- _Given information_

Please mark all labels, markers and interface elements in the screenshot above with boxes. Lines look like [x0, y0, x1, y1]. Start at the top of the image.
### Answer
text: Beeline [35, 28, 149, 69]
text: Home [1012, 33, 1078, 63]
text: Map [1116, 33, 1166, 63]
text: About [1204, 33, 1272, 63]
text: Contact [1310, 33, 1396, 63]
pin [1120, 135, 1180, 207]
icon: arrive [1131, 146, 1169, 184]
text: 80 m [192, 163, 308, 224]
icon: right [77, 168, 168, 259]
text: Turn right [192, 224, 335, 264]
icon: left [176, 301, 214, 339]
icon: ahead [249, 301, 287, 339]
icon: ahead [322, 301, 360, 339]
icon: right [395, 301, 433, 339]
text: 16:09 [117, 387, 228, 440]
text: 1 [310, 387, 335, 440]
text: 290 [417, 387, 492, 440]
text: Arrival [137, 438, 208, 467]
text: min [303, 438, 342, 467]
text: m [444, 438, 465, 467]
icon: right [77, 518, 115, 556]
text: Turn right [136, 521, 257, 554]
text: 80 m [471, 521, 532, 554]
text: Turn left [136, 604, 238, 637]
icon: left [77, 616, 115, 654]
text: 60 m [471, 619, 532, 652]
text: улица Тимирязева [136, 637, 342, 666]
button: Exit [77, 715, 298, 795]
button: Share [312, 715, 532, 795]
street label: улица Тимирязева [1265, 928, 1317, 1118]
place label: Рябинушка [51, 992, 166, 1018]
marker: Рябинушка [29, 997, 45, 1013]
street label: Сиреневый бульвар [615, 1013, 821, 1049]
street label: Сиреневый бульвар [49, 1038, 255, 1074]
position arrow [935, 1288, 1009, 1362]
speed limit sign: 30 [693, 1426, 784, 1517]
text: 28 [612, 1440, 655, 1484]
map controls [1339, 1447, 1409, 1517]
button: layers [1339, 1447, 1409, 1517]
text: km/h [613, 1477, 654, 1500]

- _Work instructions_
Work out how many lines in this material contain the string "Тимирязева", and give that number alone.

- _Exercise output_
2